Di Balik Ungkapan “Ku Sunggal Bila Kawin Semerga”
![]() |
| Pancur Batu di tahun 1970an Karo Siadi |
Dalam tradisi tutur masyarakat Karo, sering terdengar ungkapan “ku Sunggal bila kawin semerga”, seolah-olah pasangan yang menikah dengan orang satu merga (erturang) harus “dibuang” atau “pergi ke Sunggal”. Namun, apakah ini kenyataan sejarah atau hanya mitos sosial yang dibesar-besarkan?
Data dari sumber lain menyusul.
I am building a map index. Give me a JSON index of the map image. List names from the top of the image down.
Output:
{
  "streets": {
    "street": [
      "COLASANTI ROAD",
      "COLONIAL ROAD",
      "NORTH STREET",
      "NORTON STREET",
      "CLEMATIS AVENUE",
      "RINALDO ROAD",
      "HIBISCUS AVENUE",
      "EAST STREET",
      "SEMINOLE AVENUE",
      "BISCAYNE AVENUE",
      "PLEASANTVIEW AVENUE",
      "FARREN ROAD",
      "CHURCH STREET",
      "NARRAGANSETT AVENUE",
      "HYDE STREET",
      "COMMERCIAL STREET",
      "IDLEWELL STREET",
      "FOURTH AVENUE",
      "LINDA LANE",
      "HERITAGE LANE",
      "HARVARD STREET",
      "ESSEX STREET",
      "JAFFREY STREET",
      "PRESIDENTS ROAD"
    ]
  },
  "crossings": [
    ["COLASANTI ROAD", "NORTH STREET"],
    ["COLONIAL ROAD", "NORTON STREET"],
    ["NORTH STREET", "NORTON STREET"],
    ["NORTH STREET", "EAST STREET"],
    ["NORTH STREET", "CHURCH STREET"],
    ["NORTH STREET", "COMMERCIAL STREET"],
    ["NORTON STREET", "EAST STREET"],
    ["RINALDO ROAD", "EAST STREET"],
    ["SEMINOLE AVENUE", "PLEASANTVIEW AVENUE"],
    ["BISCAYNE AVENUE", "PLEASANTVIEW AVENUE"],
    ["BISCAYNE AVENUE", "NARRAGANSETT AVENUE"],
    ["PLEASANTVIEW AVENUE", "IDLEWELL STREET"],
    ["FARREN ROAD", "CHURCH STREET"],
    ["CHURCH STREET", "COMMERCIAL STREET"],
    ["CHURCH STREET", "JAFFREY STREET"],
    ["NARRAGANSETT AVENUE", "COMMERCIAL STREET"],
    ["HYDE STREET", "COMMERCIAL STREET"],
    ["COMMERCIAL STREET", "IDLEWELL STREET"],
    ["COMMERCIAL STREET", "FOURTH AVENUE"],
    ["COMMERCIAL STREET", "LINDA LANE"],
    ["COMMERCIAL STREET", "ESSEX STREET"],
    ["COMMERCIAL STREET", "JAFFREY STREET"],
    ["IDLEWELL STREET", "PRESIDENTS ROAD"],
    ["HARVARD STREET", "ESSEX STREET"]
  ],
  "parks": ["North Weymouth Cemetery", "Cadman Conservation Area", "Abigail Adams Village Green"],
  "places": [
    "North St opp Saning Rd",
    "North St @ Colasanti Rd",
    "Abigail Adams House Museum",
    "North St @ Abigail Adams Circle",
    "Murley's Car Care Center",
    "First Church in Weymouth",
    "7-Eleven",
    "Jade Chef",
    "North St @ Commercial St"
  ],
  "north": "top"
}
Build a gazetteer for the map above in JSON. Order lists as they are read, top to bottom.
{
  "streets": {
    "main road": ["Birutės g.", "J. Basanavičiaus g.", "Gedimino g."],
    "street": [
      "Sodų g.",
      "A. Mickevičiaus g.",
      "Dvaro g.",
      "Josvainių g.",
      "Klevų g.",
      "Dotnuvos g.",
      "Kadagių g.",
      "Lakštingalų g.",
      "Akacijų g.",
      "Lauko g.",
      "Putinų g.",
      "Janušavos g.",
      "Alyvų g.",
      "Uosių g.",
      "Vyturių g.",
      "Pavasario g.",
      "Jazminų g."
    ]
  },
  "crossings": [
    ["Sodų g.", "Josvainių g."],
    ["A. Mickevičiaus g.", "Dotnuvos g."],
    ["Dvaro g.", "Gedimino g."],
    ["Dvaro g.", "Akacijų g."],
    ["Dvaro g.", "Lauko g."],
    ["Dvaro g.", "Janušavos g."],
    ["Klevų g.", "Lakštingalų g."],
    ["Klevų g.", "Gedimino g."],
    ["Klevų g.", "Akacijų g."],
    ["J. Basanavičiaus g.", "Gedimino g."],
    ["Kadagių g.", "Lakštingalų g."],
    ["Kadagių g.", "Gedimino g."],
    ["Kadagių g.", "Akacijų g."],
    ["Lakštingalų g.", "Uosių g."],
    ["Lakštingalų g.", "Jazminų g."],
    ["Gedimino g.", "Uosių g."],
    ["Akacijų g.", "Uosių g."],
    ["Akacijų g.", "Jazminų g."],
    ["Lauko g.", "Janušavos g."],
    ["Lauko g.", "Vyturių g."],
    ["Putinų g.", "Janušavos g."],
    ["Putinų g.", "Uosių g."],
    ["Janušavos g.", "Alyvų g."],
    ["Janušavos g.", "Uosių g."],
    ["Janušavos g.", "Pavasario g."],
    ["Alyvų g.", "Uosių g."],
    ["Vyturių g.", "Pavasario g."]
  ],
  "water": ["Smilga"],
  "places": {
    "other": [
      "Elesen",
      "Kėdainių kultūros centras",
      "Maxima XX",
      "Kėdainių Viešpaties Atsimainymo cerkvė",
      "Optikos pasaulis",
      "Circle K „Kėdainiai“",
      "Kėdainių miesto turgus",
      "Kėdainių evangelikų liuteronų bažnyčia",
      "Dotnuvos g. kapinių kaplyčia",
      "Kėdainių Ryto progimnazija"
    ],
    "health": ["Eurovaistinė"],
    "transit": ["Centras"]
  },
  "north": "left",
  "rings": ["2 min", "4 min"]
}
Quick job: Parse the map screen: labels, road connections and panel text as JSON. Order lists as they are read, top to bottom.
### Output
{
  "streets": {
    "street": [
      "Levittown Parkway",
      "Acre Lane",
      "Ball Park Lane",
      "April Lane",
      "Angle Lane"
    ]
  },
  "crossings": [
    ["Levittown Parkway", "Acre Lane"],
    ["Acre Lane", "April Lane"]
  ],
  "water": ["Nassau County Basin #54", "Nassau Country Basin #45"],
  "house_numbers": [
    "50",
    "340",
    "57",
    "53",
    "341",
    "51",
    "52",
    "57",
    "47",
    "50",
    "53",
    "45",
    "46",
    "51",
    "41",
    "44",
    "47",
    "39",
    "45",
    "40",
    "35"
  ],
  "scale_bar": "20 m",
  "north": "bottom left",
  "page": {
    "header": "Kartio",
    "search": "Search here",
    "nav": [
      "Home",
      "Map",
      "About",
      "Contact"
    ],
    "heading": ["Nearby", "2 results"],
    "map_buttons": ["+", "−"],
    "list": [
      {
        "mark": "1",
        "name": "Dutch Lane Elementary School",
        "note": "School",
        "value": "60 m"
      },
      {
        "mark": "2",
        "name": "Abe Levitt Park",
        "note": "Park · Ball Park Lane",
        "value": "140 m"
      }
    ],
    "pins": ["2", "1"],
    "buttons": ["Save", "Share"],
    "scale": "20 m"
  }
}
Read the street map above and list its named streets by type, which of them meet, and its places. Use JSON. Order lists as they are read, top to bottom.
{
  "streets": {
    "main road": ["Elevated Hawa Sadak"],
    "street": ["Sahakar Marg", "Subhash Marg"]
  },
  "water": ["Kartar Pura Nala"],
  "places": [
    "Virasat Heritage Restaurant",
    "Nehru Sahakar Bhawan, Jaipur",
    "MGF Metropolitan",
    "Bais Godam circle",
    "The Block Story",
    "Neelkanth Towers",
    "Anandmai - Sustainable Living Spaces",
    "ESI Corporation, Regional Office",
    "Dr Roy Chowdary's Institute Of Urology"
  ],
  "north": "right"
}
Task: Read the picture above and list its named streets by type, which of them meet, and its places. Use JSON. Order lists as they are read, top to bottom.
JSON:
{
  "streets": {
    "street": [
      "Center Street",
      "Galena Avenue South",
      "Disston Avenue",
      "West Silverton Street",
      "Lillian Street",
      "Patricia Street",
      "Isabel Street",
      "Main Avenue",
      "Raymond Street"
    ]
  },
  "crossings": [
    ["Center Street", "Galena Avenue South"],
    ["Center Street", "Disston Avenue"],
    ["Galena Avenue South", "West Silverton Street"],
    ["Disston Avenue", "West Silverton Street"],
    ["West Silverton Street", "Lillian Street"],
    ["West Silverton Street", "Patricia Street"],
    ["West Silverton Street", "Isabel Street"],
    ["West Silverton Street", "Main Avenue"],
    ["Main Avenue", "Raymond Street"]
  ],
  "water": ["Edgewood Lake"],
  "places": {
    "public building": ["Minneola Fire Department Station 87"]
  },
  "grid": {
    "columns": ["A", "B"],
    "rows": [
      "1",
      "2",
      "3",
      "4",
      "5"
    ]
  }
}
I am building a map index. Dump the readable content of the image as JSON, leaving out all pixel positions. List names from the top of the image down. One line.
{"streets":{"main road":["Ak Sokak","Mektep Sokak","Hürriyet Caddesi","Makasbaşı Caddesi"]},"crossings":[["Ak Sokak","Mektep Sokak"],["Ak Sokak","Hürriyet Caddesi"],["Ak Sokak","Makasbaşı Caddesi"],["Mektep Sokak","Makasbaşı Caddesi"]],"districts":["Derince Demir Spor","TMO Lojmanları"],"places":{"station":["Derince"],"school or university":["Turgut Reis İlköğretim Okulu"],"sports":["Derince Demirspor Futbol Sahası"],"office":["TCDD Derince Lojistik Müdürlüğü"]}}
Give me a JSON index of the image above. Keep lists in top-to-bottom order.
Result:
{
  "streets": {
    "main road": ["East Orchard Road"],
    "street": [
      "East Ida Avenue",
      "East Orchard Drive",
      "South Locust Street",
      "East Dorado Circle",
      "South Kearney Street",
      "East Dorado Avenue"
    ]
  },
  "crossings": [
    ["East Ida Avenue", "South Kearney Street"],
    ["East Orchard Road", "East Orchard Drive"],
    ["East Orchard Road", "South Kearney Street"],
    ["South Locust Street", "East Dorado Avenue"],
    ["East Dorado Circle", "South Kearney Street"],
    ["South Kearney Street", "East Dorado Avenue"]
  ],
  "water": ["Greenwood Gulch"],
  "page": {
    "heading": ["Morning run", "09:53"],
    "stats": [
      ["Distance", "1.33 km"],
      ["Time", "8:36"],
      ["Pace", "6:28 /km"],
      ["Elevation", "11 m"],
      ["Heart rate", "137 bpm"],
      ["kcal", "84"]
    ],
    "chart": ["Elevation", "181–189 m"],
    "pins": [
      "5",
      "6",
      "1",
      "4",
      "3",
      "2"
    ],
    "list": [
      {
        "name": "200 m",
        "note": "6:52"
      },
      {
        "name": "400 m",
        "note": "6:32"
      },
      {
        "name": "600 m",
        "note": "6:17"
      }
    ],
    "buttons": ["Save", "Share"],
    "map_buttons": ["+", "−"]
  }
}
Beberapa sumber kolonial seperti tulisan W. Middendorp, yang kemudian disunting oleh H. Slaats dan K. Portier, menganggap bahwa perkawinan semerga di Karo adalah pantangan keras yang bisa berujung pengusiran dari kampung. Bahkan, kedua editor tersebut menduga Middendorp keliru ketika mencatat adanya pasangan suami-istri Sinulingga dengan Sinulingga di Lingga. Mereka menganggap hal itu mustahil dalam adat Karo.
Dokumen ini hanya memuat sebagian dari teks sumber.